> [What is expected]:
I would like every record below transcribed exactly as it is.

[[ Provided data open ]]

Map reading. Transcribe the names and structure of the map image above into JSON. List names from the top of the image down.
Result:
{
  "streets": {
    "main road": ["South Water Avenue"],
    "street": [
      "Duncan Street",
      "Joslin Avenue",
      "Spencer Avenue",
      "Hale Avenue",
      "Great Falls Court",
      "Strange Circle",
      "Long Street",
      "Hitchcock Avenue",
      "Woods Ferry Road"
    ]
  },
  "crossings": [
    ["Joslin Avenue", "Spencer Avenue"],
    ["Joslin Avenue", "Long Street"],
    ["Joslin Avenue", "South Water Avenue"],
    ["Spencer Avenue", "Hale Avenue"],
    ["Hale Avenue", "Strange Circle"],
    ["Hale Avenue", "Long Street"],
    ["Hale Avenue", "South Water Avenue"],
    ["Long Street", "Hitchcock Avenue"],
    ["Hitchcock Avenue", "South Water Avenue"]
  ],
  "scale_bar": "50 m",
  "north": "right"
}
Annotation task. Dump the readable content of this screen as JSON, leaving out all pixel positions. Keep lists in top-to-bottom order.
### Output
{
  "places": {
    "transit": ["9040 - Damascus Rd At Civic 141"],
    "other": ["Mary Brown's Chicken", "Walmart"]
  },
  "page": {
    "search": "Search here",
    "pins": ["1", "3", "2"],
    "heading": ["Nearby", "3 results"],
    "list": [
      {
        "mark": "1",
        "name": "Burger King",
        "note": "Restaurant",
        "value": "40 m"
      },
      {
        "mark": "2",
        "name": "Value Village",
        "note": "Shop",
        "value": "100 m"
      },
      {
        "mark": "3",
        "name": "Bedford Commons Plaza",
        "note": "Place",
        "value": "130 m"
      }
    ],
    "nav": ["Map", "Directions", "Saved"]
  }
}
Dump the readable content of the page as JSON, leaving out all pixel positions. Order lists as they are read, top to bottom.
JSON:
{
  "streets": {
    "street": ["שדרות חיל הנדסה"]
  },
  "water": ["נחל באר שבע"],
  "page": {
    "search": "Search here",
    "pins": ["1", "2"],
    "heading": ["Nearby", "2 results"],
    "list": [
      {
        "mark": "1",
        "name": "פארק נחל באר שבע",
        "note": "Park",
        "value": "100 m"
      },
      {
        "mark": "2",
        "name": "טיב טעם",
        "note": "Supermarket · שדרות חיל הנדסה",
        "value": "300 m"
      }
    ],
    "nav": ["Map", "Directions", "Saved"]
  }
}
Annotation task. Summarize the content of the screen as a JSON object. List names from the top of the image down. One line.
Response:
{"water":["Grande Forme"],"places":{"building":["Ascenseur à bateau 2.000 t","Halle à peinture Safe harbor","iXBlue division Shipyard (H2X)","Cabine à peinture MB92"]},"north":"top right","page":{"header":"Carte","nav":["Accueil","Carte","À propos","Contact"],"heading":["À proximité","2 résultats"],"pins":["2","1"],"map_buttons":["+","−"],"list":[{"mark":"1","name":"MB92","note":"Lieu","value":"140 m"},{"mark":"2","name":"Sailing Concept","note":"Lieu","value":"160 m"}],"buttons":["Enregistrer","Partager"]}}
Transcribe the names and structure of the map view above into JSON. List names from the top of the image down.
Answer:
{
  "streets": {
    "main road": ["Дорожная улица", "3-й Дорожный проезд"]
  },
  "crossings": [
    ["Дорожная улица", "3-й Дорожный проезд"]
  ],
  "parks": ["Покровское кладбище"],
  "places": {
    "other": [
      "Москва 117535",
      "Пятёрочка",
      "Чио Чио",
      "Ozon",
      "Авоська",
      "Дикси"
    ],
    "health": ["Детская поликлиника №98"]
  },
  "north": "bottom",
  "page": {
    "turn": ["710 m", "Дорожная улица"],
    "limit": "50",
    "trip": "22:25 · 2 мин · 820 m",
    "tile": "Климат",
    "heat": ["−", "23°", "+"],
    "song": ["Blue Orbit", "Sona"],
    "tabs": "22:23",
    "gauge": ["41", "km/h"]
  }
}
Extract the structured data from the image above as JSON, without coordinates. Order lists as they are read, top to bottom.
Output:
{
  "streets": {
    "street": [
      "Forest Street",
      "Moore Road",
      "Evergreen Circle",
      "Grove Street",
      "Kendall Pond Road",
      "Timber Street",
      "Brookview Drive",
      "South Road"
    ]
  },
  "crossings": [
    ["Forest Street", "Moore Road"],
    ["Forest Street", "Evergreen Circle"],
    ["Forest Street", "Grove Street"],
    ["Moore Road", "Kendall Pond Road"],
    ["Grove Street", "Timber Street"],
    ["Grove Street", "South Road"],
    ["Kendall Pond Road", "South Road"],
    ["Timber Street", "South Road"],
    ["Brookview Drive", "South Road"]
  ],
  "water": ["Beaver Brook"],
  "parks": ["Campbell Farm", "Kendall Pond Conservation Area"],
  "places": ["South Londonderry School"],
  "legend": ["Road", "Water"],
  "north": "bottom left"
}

[[ Provided data closed ]]

> [Output for this exercise]:
Map reading. Transcribe the names and structure of the map image above into JSON. List names from the top of the image down.
Result:
{
  "streets": {
    "main road": ["South Water Avenue"],
    "street": [
      "Duncan Street",
      "Joslin Avenue",
      "Spencer Avenue",
      "Hale Avenue",
      "Great Falls Court",
      "Strange Circle",
      "Long Street",
      "Hitchcock Avenue",
      "Woods Ferry Road"
    ]
  },
  "crossings": [
    ["Joslin Avenue", "Spencer Avenue"],
    ["Joslin Avenue", "Long Street"],
    ["Joslin Avenue", "South Water Avenue"],
    ["Spencer Avenue", "Hale Avenue"],
    ["Hale Avenue", "Strange Circle"],
    ["Hale Avenue", "Long Street"],
    ["Hale Avenue", "South Water Avenue"],
    ["Long Street", "Hitchcock Avenue"],
    ["Hitchcock Avenue", "South Water Avenue"]
  ],
  "scale_bar": "50 m",
  "north": "right"
}
Annotation task. Dump the readable content of this screen as JSON, leaving out all pixel positions. Keep lists in top-to-bottom order.
### Output
{
  "places": {
    "transit": ["9040 - Damascus Rd At Civic 141"],
    "other": ["Mary Brown's Chicken", "Walmart"]
  },
  "page": {
    "search": "Search here",
    "pins": ["1", "3", "2"],
    "heading": ["Nearby", "3 results"],
    "list": [
      {
        "mark": "1",
        "name": "Burger King",
        "note": "Restaurant",
        "value": "40 m"
      },
      {
        "mark": "2",
        "name": "Value Village",
        "note": "Shop",
        "value": "100 m"
      },
      {
        "mark": "3",
        "name": "Bedford Commons Plaza",
        "note": "Place",
        "value": "130 m"
      }
    ],
    "nav": ["Map", "Directions", "Saved"]
  }
}
Dump the readable content of the page as JSON, leaving out all pixel positions. Order lists as they are read, top to bottom.
JSON:
{
  "streets": {
    "street": ["שדרות חיל הנדסה"]
  },
  "water": ["נחל באר שבע"],
  "page": {
    "search": "Search here",
    "pins": ["1", "2"],
    "heading": ["Nearby", "2 results"],
    "list": [
      {
        "mark": "1",
        "name": "פארק נחל באר שבע",
        "note": "Park",
        "value": "100 m"
      },
      {
        "mark": "2",
        "name": "טיב טעם",
        "note": "Supermarket · שדרות חיל הנדסה",
        "value": "300 m"
      }
    ],
    "nav": ["Map", "Directions", "Saved"]
  }
}
Annotation task. Summarize the content of the screen as a JSON object. List names from the top of the image down. One line.
Response:
{"water":["Grande Forme"],"places":{"building":["Ascenseur à bateau 2.000 t","Halle à peinture Safe harbor","iXBlue division Shipyard (H2X)","Cabine à peinture MB92"]},"north":"top right","page":{"header":"Carte","nav":["Accueil","Carte","À propos","Contact"],"heading":["À proximité","2 résultats"],"pins":["2","1"],"map_buttons":["+","−"],"list":[{"mark":"1","name":"MB92","note":"Lieu","value":"140 m"},{"mark":"2","name":"Sailing Concept","note":"Lieu","value":"160 m"}],"buttons":["Enregistrer","Partager"]}}
Transcribe the names and structure of the map view above into JSON. List names from the top of the image down.
Answer:
{
  "streets": {
    "main road": ["Дорожная улица", "3-й Дорожный проезд"]
  },
  "crossings": [
    ["Дорожная улица", "3-й Дорожный проезд"]
  ],
  "parks": ["Покровское кладбище"],
  "places": {
    "other": [
      "Москва 117535",
      "Пятёрочка",
      "Чио Чио",
      "Ozon",
      "Авоська",
      "Дикси"
    ],
    "health": ["Детская поликлиника №98"]
  },
  "north": "bottom",
  "page": {
    "turn": ["710 m", "Дорожная улица"],
    "limit": "50",
    "trip": "22:25 · 2 мин · 820 m",
    "tile": "Климат",
    "heat": ["−", "23°", "+"],
    "song": ["Blue Orbit", "Sona"],
    "tabs": "22:23",
    "gauge": ["41", "km/h"]
  }
}
Extract the structured data from the image above as JSON, without coordinates. Order lists as they are read, top to bottom.
Output:
{
  "streets": {
    "street": [
      "Forest Street",
      "Moore Road",
      "Evergreen Circle",
      "Grove Street",
      "Kendall Pond Road",
      "Timber Street",
      "Brookview Drive",
      "South Road"
    ]
  },
  "crossings": [
    ["Forest Street", "Moore Road"],
    ["Forest Street", "Evergreen Circle"],
    ["Forest Street", "Grove Street"],
    ["Moore Road", "Kendall Pond Road"],
    ["Grove Street", "Timber Street"],
    ["Grove Street", "South Road"],
    ["Kendall Pond Road", "South Road"],
    ["Timber Street", "South Road"],
    ["Brookview Drive", "South Road"]
  ],
  "water": ["Beaver Brook"],
  "parks": ["Campbell Farm", "Kendall Pond Conservation Area"],
  "places": ["South Londonderry School"],
  "legend": ["Road", "Water"],
  "north": "bottom left"
}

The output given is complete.